Task to carry out: Needed from the data below: all lines that contain the word "bottom".
── Extracted records ──
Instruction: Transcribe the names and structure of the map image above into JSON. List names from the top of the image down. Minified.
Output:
───
── Extracted records ──
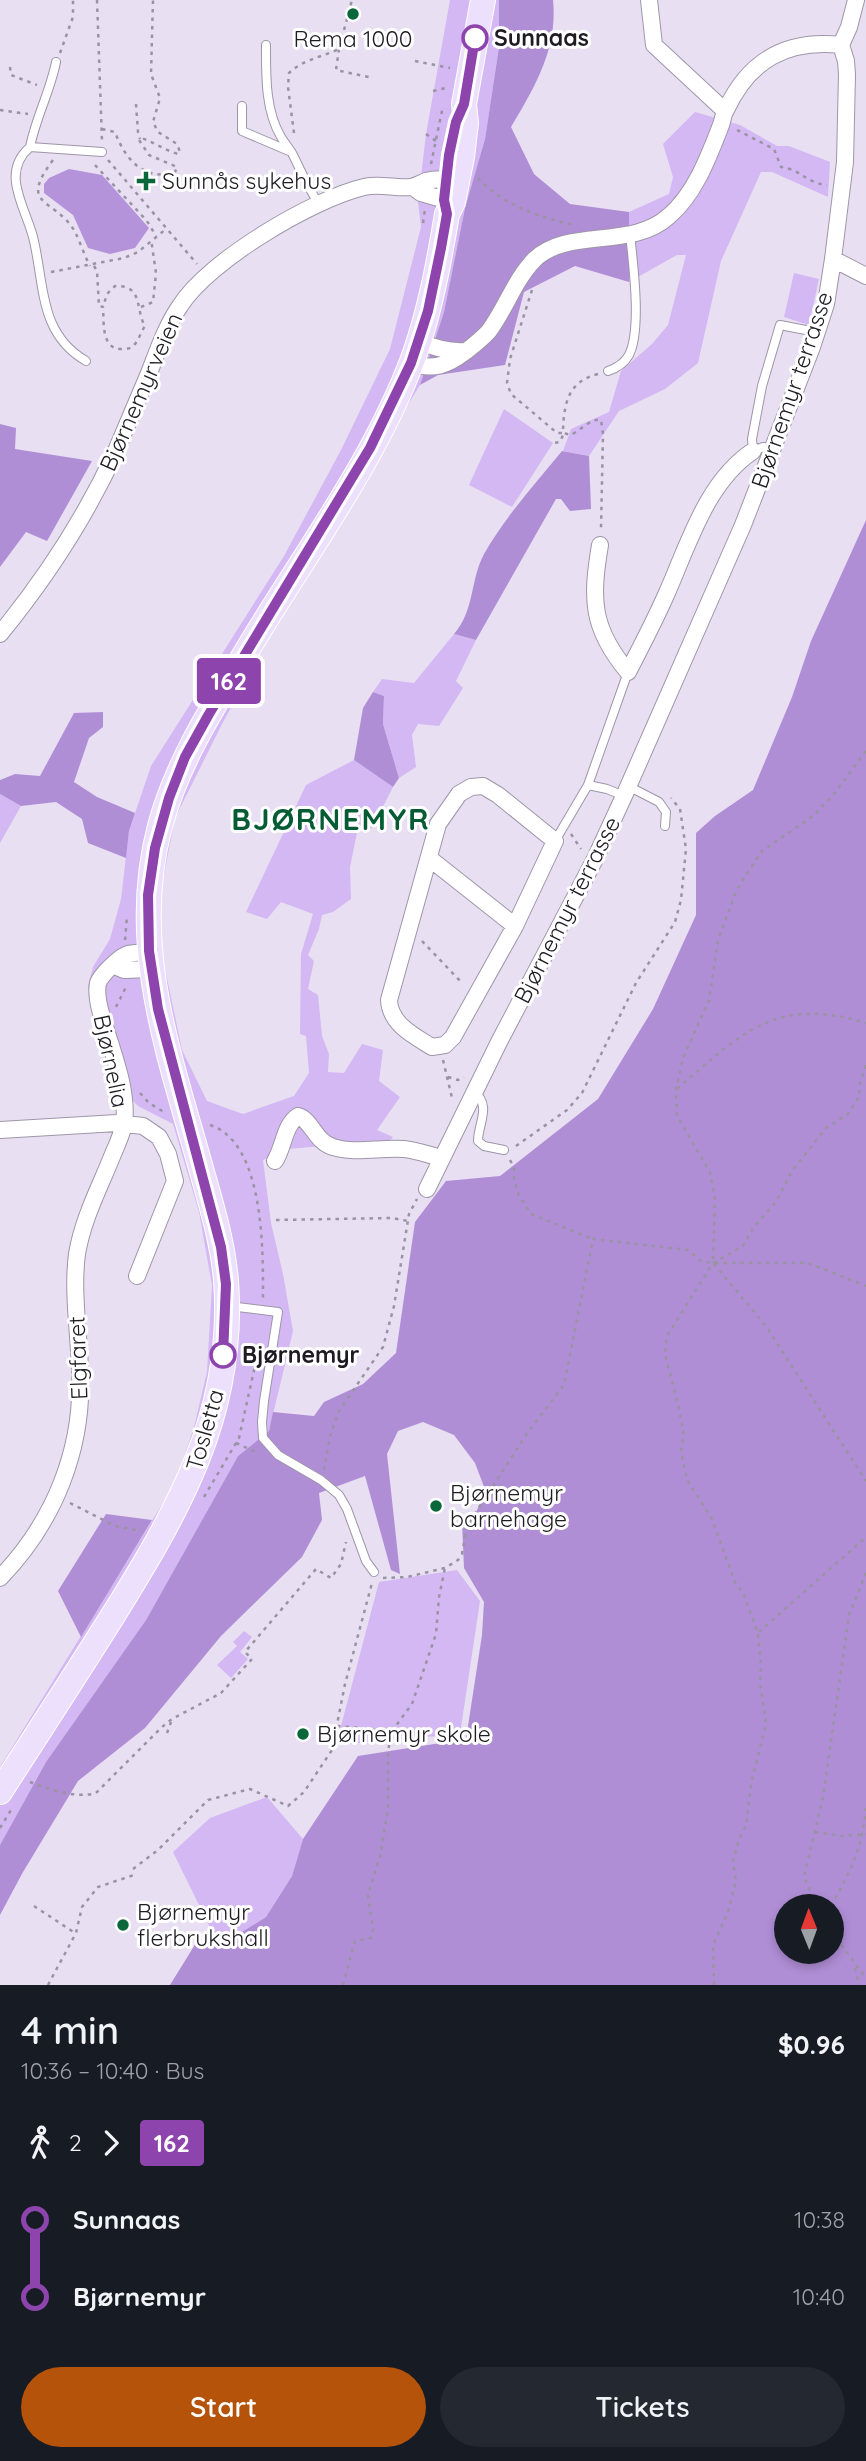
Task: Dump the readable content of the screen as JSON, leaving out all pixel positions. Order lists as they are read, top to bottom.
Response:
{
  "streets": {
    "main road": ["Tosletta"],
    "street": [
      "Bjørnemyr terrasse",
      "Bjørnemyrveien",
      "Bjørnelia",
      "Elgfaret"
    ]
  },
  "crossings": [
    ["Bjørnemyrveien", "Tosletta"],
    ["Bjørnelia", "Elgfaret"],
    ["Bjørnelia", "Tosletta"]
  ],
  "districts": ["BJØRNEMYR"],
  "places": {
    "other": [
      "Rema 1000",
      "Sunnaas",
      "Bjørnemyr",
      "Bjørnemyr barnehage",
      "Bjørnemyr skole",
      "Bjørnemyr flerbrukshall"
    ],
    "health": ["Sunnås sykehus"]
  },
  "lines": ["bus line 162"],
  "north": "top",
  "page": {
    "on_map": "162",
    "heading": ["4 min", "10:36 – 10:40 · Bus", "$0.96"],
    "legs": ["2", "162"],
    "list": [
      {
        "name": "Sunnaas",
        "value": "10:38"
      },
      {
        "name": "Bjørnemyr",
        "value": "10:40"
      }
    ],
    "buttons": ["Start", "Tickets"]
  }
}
───
── Extracted records ──
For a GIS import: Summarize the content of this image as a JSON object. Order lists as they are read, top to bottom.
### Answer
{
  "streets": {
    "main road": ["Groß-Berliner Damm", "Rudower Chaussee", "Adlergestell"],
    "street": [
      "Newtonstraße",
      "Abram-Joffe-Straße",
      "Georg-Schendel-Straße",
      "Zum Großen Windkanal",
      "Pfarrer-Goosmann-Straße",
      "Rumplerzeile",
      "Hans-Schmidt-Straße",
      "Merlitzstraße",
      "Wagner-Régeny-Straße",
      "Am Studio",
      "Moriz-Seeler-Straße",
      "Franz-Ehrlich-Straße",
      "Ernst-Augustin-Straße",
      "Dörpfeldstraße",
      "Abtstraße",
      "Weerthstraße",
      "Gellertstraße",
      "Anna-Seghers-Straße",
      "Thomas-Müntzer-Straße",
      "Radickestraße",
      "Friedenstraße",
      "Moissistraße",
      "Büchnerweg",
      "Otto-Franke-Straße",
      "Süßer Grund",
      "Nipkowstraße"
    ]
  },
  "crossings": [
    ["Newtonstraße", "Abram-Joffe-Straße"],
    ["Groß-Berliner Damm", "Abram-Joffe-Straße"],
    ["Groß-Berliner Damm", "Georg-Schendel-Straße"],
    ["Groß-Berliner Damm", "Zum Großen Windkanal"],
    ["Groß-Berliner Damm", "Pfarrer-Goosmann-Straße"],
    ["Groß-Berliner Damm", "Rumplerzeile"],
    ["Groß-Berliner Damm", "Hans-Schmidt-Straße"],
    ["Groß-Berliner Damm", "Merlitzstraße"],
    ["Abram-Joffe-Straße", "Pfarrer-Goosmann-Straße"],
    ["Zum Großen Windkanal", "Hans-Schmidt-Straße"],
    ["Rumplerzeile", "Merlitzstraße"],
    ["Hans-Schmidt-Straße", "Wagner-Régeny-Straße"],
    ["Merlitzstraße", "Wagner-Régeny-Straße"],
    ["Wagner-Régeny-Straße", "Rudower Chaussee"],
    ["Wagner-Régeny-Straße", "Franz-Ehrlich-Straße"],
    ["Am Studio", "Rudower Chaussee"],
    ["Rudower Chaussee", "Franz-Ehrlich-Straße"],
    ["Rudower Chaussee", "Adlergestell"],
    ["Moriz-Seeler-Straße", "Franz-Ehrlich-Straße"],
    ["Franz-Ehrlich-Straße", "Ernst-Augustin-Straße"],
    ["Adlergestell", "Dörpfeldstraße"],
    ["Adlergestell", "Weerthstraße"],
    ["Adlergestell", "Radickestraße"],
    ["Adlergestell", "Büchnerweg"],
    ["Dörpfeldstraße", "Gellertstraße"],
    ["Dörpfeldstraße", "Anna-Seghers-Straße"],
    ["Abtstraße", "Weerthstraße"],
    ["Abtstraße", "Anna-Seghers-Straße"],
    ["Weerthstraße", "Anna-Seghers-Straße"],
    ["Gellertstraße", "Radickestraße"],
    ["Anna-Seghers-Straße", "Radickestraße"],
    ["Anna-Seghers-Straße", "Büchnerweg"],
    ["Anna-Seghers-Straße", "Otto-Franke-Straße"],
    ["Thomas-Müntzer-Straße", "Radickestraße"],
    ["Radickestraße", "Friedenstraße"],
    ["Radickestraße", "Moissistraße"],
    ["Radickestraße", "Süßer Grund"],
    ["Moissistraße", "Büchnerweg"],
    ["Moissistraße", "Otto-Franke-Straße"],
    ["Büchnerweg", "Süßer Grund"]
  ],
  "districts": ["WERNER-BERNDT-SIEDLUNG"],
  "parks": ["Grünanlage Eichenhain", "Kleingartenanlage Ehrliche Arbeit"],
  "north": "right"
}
───
Exercise output:
Task: Dump the readable content of the screen as JSON, leaving out all pixel positions. Order lists as they are read, top to bottom.
For a GIS import: Summarize the content of this image as a JSON object. Order lists as they are read, top to bottom.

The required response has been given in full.